Reproduce every line below exactly as written; do not include the images.

- [The data]:
------

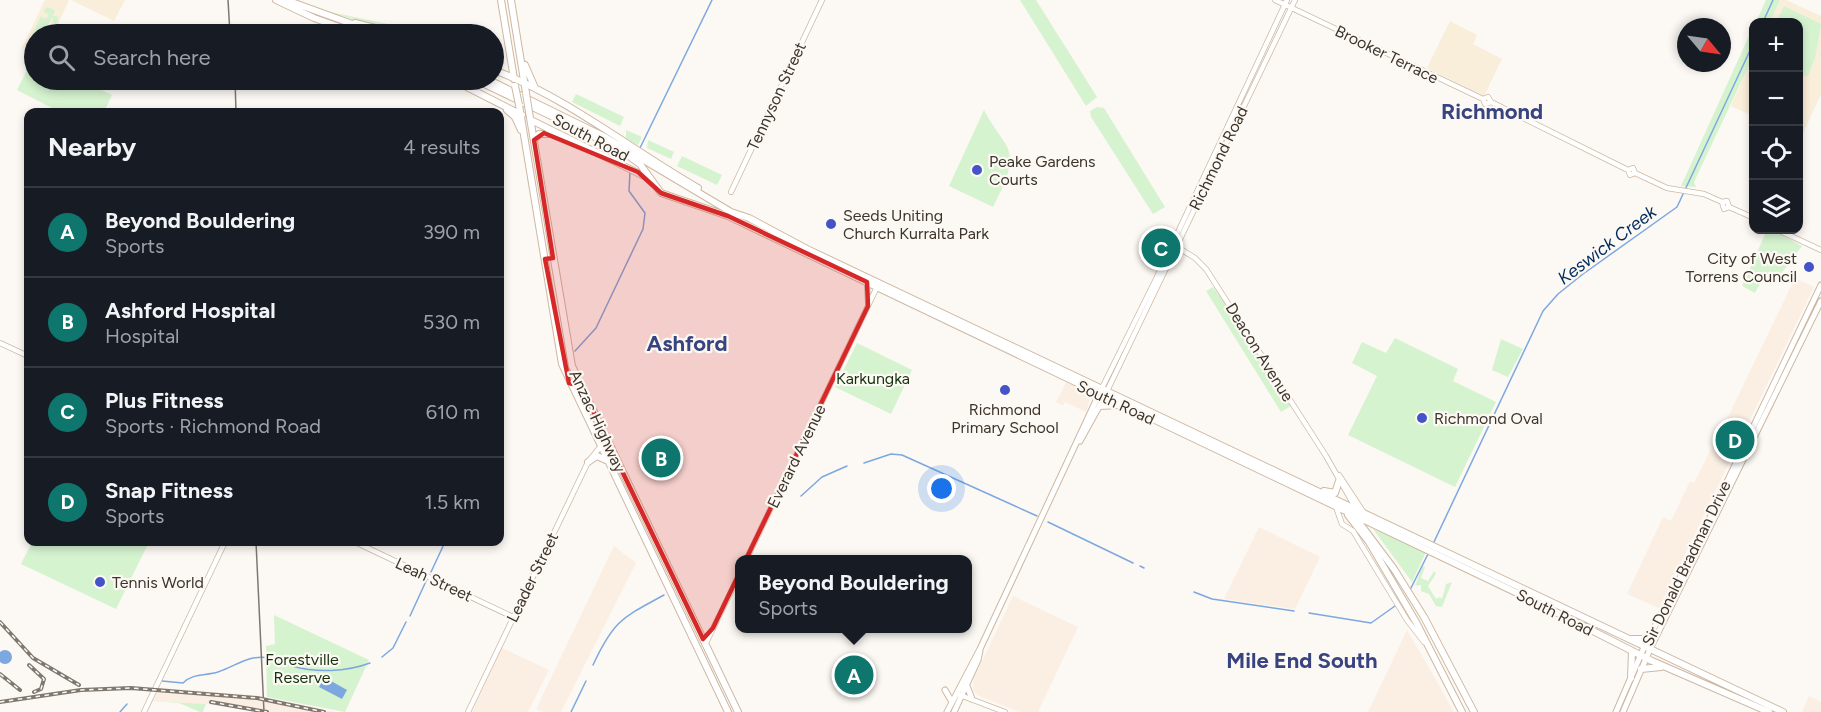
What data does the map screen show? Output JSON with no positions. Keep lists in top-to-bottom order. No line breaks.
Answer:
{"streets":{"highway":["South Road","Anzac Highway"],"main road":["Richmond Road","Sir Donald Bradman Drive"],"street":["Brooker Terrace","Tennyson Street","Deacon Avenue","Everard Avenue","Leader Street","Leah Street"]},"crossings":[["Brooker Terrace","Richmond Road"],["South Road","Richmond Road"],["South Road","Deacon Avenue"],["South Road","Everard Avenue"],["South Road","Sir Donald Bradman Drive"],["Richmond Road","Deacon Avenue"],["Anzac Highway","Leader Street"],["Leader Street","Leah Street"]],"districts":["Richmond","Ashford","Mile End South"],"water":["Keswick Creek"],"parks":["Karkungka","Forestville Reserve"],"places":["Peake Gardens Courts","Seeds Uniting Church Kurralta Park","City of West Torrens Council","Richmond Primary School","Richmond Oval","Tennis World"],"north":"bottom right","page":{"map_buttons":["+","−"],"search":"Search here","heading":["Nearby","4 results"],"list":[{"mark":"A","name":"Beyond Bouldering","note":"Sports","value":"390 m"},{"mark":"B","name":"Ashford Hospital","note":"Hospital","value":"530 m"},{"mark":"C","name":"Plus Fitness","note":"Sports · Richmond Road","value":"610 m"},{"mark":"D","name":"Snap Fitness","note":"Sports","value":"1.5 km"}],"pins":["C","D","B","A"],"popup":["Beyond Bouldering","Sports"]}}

------

- [Solution to this exercise]:
What data does the map screen show? Output JSON with no positions. Keep lists in top-to-bottom order. No line breaks.
Answer:
{"streets":{"highway":["South Road","Anzac Highway"],"main road":["Richmond Road","Sir Donald Bradman Drive"],"street":["Brooker Terrace","Tennyson Street","Deacon Avenue","Everard Avenue","Leader Street","Leah Street"]},"crossings":[["Brooker Terrace","Richmond Road"],["South Road","Richmond Road"],["South Road","Deacon Avenue"],["South Road","Everard Avenue"],["South Road","Sir Donald Bradman Drive"],["Richmond Road","Deacon Avenue"],["Anzac Highway","Leader Street"],["Leader Street","Leah Street"]],"districts":["Richmond","Ashford","Mile End South"],"water":["Keswick Creek"],"parks":["Karkungka","Forestville Reserve"],"places":["Peake Gardens Courts","Seeds Uniting Church Kurralta Park","City of West Torrens Council","Richmond Primary School","Richmond Oval","Tennis World"],"north":"bottom right","page":{"map_buttons":["+","−"],"search":"Search here","heading":["Nearby","4 results"],"list":[{"mark":"A","name":"Beyond Bouldering","note":"Sports","value":"390 m"},{"mark":"B","name":"Ashford Hospital","note":"Hospital","value":"530 m"},{"mark":"C","name":"Plus Fitness","note":"Sports · Richmond Road","value":"610 m"},{"mark":"D","name":"Snap Fitness","note":"Sports","value":"1.5 km"}],"pins":["C","D","B","A"],"popup":["Beyond Bouldering","Sports"]}}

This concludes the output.